*** Extracted information Section Begins ***
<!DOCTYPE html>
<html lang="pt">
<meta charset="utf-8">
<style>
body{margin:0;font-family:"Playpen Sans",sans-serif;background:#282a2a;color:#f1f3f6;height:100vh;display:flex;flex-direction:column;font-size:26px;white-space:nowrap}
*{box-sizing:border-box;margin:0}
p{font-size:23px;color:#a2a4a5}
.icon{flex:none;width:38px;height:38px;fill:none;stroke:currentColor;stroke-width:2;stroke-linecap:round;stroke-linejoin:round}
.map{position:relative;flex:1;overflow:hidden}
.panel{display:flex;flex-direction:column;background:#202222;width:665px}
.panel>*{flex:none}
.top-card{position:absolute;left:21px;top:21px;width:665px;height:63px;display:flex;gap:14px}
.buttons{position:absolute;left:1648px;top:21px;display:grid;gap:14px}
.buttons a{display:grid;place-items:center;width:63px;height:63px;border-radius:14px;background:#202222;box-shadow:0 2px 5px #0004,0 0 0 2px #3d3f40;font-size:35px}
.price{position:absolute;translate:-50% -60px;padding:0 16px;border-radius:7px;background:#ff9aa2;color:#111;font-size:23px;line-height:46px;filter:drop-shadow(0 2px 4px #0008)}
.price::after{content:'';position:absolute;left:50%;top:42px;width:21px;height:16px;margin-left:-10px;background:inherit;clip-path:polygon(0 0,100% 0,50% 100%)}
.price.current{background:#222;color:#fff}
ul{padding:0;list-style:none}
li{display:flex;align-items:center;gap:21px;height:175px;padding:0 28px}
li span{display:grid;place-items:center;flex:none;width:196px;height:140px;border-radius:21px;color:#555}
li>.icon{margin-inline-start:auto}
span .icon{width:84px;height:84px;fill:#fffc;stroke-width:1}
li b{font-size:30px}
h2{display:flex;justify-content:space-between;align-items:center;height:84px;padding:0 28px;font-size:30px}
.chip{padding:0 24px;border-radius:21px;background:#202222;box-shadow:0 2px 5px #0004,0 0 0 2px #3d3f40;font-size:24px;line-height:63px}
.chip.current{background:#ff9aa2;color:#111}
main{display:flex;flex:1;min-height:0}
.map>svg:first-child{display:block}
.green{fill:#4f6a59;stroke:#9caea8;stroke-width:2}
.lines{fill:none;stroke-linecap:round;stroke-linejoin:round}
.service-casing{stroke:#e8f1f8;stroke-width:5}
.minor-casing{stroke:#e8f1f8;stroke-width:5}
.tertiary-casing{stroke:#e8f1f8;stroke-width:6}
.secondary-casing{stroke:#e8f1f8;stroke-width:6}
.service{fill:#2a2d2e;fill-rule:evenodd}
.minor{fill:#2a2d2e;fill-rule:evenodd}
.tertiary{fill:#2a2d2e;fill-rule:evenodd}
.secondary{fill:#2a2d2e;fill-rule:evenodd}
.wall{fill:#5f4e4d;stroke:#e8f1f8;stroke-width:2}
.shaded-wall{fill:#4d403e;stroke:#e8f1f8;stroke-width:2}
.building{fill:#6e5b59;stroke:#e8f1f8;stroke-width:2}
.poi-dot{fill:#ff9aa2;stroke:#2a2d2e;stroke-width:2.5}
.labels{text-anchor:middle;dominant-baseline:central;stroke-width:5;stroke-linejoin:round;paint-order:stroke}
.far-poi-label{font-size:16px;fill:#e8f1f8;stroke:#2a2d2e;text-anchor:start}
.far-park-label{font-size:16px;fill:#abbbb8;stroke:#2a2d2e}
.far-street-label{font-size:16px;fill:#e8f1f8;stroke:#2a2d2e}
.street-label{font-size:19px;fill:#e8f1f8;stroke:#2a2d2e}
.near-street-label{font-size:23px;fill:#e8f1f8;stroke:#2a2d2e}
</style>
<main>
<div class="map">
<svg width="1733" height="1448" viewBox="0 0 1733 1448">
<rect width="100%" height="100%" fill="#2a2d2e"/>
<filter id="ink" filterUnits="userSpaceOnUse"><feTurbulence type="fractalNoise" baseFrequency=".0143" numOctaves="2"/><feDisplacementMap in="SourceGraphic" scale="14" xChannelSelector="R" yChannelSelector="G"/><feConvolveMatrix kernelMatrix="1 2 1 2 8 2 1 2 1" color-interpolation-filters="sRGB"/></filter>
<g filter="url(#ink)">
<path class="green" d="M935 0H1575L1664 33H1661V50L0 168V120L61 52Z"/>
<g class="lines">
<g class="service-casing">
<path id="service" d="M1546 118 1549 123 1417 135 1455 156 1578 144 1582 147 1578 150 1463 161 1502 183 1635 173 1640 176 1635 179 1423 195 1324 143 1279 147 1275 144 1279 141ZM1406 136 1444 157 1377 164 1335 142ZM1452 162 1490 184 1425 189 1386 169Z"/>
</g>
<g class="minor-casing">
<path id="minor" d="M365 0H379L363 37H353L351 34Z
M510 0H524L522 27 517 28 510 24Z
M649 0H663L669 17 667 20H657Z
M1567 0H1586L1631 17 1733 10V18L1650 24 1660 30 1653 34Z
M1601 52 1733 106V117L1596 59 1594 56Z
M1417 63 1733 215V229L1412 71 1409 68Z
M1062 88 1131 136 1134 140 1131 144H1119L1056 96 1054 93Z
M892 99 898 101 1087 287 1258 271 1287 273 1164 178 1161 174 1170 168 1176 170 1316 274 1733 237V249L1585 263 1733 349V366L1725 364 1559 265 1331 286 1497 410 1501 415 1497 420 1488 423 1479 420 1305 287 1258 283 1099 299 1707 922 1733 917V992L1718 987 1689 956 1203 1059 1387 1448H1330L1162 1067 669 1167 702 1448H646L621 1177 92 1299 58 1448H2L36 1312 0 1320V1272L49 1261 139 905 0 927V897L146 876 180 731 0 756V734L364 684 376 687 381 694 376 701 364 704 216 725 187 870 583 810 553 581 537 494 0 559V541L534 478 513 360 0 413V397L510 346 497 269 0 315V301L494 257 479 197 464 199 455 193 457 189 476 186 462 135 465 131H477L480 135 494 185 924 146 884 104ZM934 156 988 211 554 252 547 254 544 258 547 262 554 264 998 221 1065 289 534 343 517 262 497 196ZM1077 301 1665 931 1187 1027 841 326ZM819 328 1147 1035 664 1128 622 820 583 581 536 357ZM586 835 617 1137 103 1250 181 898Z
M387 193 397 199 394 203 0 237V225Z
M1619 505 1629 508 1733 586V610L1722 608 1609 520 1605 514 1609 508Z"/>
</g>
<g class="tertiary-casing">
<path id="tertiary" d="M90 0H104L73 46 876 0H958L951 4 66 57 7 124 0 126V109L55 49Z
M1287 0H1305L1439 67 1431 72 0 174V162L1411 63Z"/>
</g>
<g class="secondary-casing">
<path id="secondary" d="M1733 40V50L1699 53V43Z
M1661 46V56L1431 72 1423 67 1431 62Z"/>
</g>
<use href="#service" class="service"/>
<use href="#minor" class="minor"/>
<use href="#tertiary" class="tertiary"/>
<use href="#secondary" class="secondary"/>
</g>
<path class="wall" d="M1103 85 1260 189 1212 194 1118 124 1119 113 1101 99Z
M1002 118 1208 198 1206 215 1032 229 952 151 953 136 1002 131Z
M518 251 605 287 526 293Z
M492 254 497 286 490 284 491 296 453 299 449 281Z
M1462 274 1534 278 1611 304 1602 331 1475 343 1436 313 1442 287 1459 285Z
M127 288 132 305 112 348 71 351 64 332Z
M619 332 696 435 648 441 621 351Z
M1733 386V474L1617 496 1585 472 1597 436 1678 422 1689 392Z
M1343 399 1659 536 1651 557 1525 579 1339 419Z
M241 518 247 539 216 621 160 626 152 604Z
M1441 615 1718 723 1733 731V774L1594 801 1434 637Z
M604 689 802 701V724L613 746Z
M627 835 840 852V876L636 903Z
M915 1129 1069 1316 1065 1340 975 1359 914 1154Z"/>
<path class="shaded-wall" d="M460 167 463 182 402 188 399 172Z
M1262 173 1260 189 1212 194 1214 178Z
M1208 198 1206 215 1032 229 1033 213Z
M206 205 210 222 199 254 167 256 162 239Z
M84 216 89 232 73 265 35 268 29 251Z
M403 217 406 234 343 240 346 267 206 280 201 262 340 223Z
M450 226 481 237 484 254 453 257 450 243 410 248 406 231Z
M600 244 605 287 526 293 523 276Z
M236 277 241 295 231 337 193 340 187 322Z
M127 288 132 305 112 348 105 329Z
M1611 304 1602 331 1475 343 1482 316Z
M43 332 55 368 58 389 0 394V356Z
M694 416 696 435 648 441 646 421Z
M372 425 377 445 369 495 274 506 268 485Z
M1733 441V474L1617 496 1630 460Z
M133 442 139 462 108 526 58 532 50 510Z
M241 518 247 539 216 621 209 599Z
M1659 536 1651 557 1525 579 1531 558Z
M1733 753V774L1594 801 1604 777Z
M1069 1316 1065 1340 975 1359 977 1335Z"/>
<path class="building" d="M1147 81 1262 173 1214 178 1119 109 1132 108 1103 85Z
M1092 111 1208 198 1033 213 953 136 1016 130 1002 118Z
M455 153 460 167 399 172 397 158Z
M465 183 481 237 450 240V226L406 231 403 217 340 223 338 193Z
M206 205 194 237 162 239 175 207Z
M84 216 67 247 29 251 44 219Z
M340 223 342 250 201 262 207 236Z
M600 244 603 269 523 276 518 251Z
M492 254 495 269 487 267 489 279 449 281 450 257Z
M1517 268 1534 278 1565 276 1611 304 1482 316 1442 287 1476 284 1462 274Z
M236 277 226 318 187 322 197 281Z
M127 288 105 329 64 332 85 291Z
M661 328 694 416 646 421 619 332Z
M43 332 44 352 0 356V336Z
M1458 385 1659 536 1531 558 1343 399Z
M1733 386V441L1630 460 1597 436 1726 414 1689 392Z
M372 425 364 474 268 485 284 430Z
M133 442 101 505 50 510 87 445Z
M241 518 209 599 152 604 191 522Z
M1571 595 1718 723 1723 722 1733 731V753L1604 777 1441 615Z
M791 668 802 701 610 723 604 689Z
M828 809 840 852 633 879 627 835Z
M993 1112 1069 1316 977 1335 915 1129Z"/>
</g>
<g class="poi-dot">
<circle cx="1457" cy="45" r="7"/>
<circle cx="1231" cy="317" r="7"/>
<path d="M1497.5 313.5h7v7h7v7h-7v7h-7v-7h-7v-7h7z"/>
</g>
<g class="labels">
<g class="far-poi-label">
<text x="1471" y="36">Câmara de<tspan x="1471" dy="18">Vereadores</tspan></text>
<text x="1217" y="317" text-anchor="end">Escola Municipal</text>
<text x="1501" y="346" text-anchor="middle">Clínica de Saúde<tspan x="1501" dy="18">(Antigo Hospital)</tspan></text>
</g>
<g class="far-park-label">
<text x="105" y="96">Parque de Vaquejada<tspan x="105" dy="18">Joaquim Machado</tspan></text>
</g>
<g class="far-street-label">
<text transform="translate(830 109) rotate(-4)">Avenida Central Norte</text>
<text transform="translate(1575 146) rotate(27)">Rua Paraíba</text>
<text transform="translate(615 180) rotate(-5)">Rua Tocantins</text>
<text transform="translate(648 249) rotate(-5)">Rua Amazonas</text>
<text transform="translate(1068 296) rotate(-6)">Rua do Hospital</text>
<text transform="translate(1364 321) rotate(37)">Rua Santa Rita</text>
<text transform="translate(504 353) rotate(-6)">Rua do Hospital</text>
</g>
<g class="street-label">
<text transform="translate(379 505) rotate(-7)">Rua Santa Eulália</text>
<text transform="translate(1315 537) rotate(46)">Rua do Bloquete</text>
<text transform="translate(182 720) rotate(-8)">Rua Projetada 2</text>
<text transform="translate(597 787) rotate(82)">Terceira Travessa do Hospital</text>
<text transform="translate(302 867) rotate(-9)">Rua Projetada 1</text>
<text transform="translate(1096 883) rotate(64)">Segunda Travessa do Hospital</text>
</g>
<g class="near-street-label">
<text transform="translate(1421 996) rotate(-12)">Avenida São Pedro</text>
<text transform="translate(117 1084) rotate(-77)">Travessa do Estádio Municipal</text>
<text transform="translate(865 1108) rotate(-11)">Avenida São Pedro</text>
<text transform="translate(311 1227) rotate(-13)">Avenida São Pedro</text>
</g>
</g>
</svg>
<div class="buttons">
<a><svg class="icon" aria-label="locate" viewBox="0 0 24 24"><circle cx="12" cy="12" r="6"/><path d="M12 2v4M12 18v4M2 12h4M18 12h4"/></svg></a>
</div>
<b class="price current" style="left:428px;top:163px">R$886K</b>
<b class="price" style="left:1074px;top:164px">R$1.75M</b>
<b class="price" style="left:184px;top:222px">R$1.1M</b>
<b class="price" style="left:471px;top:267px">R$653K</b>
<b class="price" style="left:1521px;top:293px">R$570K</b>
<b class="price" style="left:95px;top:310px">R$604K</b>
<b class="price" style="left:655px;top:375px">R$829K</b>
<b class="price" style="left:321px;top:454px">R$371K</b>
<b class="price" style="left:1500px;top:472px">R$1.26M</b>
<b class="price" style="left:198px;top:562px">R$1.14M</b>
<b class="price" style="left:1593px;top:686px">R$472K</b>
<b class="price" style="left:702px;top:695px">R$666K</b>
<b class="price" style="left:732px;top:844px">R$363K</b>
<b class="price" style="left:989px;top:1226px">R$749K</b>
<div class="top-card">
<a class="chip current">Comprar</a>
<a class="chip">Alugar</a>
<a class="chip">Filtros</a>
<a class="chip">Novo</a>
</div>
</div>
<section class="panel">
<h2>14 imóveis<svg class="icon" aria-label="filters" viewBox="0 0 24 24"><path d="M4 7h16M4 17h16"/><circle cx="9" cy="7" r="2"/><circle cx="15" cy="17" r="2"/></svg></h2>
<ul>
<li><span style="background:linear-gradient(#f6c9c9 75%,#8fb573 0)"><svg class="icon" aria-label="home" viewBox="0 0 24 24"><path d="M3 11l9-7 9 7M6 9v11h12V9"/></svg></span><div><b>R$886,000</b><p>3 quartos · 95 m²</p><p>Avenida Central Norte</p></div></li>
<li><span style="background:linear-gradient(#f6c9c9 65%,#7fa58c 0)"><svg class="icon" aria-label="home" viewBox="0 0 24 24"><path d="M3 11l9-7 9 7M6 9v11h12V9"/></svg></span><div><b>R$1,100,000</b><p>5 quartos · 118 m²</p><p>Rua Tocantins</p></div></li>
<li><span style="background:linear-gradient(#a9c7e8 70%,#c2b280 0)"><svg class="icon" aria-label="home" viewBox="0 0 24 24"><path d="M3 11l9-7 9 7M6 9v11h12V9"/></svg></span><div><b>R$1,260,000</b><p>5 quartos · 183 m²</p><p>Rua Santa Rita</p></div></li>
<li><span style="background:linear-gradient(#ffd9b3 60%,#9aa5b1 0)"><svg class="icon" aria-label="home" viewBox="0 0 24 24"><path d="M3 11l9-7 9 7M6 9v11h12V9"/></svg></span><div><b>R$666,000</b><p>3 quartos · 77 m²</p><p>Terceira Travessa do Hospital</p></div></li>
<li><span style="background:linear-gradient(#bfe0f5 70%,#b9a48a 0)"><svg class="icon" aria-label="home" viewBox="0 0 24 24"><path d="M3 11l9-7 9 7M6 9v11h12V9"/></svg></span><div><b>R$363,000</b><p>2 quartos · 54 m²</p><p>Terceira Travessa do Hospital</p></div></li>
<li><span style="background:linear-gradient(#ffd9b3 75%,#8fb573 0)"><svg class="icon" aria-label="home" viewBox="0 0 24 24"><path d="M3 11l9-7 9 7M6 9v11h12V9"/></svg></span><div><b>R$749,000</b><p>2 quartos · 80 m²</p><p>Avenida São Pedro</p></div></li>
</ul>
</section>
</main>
*** Extracted information Section Ends ***
• [Prompt] State the number of lines in the preceding data that contain the word "position", and nothing besides.

• [Answer for this exercise] 5